Gather all lines from the material that contain the word "nowrap".

──────────

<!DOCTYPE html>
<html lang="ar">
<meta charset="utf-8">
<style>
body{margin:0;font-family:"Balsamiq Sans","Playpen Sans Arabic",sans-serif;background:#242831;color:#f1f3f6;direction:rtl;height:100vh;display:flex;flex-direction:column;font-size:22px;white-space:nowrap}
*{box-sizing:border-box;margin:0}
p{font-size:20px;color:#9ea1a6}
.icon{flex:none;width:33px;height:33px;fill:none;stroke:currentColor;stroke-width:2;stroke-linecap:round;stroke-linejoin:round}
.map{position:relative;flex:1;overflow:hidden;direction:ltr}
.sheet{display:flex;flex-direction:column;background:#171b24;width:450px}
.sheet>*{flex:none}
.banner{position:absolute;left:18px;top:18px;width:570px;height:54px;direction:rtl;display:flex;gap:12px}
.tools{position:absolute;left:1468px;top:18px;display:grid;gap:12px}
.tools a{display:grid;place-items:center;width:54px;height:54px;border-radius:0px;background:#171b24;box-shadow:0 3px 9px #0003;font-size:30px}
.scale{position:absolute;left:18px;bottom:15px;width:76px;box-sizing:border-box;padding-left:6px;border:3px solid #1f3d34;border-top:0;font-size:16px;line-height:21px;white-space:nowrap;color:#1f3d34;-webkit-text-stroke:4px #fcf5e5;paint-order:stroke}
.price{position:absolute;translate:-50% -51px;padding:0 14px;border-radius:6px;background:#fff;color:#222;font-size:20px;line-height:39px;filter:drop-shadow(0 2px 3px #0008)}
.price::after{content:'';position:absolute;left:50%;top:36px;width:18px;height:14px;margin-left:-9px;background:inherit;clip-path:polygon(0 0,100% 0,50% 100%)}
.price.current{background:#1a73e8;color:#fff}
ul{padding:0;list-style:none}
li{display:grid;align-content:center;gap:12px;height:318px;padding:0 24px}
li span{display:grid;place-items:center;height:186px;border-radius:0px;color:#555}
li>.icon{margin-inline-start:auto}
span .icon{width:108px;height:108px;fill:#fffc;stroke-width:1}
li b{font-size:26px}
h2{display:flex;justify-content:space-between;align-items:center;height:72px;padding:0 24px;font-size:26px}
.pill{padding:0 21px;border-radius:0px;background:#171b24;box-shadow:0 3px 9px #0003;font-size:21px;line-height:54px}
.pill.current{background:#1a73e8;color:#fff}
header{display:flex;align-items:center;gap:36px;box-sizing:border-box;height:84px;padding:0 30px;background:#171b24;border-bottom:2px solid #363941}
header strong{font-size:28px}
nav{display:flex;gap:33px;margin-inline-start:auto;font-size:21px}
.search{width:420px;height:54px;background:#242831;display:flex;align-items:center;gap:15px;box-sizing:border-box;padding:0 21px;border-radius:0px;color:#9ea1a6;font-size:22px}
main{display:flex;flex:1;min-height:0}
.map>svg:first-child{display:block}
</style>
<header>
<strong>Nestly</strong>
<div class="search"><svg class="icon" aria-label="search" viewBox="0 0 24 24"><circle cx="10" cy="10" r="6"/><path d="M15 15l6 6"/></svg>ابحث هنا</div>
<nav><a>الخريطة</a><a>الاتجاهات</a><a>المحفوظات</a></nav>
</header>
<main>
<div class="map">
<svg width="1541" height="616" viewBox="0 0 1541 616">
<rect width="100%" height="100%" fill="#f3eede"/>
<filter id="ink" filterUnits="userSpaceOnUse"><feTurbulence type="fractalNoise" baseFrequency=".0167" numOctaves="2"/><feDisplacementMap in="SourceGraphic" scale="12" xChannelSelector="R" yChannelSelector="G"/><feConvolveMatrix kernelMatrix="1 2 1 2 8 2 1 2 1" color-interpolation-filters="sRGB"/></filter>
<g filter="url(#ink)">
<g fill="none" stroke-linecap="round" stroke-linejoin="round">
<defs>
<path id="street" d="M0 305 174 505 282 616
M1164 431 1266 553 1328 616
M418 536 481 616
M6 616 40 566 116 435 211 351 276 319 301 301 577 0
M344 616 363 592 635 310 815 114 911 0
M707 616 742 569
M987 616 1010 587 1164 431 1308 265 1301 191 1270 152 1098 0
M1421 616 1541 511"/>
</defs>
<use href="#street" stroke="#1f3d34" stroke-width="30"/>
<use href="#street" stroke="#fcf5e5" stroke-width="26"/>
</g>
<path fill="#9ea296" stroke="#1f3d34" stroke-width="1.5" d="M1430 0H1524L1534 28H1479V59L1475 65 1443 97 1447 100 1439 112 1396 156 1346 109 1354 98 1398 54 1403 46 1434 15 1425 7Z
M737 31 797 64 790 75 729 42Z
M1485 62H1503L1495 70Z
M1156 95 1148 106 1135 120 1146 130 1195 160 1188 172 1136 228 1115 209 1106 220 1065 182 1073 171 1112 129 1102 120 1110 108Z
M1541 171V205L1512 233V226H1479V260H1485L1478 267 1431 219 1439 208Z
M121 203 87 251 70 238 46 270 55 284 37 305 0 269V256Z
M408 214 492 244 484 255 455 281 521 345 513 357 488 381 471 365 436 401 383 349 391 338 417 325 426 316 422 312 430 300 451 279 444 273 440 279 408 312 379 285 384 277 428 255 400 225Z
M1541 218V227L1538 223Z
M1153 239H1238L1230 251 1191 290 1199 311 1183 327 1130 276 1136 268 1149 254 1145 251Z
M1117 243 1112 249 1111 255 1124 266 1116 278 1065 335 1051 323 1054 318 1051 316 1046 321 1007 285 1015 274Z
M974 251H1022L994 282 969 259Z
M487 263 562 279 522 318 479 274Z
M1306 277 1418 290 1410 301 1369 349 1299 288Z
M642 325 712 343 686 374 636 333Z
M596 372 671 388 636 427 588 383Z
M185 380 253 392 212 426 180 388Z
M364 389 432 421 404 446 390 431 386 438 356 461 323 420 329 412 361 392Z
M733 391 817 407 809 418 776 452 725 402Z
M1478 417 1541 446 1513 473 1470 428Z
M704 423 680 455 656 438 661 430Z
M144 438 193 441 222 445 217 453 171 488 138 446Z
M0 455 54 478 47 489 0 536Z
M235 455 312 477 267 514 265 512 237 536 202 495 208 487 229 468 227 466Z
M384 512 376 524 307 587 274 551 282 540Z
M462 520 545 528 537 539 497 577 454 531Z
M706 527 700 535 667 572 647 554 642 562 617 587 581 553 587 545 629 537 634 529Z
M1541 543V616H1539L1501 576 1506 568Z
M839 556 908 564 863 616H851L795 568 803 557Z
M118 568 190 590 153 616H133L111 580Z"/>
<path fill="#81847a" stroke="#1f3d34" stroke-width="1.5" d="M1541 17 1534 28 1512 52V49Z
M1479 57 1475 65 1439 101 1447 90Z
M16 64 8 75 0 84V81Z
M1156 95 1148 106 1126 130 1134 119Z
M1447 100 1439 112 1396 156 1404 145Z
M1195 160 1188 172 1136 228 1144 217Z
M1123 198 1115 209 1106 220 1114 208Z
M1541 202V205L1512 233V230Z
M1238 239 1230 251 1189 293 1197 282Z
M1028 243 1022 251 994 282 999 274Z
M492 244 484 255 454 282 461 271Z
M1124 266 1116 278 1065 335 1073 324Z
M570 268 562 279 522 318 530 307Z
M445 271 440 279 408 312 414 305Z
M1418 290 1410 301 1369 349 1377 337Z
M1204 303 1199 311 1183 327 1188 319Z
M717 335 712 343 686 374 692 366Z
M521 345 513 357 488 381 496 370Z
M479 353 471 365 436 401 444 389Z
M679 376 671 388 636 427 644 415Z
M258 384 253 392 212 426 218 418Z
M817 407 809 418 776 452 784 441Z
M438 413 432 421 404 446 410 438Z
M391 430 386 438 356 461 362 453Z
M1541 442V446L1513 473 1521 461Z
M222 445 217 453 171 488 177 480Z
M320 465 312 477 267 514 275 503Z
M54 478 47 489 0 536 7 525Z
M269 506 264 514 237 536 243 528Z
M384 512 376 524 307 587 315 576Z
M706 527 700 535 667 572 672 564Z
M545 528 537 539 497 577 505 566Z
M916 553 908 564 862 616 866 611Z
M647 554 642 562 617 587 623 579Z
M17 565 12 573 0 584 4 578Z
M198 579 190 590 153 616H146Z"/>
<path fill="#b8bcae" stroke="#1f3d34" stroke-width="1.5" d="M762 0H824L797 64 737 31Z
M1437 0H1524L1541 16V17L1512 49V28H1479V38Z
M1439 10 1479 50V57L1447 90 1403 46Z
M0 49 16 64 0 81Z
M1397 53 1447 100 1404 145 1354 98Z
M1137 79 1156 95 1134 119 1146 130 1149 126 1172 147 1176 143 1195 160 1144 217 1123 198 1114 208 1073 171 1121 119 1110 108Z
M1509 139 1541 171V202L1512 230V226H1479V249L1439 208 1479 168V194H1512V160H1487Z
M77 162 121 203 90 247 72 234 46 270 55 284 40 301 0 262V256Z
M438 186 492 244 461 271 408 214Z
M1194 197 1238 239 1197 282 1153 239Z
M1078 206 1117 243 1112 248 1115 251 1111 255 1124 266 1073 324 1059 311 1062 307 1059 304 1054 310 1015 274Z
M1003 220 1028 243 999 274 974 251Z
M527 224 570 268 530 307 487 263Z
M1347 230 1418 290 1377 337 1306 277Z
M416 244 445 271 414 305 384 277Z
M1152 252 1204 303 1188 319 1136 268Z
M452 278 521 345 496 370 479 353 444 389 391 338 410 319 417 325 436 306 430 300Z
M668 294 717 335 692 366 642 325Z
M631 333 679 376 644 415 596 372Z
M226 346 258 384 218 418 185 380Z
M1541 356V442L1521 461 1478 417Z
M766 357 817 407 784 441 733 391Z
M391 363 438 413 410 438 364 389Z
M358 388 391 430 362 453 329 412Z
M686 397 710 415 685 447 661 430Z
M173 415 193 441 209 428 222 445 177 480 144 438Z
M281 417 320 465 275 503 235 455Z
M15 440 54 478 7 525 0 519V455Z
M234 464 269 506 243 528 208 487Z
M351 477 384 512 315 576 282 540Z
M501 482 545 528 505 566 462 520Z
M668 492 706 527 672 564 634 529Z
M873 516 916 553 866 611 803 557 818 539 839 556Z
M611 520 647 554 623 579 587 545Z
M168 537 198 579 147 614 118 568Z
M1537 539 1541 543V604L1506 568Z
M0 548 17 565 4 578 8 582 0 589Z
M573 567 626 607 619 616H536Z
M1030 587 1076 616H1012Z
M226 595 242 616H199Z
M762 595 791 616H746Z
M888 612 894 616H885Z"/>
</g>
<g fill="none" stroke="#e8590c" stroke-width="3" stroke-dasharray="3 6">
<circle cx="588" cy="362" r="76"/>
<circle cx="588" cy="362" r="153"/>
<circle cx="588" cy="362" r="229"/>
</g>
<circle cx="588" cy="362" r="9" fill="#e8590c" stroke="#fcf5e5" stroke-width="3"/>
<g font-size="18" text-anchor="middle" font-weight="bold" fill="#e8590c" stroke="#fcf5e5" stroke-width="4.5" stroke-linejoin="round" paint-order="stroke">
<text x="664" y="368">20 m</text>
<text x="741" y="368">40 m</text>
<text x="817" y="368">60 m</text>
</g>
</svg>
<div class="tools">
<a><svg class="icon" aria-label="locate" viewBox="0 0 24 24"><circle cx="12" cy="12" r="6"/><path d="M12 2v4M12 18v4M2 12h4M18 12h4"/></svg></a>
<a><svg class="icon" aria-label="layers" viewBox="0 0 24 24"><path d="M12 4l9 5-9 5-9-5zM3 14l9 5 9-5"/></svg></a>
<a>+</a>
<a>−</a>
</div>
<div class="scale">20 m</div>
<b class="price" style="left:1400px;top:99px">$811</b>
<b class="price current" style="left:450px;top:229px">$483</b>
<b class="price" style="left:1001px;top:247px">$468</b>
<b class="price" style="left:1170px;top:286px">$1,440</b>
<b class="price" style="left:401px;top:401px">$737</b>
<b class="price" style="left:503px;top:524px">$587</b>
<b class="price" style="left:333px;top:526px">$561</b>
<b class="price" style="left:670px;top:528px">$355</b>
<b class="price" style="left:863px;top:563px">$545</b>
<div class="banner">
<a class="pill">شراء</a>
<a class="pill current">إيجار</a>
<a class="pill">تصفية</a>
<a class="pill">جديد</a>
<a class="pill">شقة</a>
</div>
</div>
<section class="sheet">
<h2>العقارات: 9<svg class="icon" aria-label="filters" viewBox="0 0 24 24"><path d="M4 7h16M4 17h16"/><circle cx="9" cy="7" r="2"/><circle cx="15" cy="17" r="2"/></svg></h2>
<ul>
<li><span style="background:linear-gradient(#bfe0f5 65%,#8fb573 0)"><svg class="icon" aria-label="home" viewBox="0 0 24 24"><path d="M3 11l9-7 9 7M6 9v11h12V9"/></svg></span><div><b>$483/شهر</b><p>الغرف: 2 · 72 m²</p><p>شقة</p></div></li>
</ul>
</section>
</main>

──────────

- [Solution below]:
body{margin:0;font-family:"Balsamiq Sans","Playpen Sans Arabic",sans-serif;background:#242831;color:#f1f3f6;direction:rtl;height:100vh;display:flex;flex-direction:column;font-size:22px;white-space:nowrap}
.scale{position:absolute;left:18px;bottom:15px;width:76px;box-sizing:border-box;padding-left:6px;border:3px solid #1f3d34;border-top:0;font-size:16px;line-height:21px;white-space:nowrap;color:#1f3d34;-webkit-text-stroke:4px #fcf5e5;paint-order:stroke}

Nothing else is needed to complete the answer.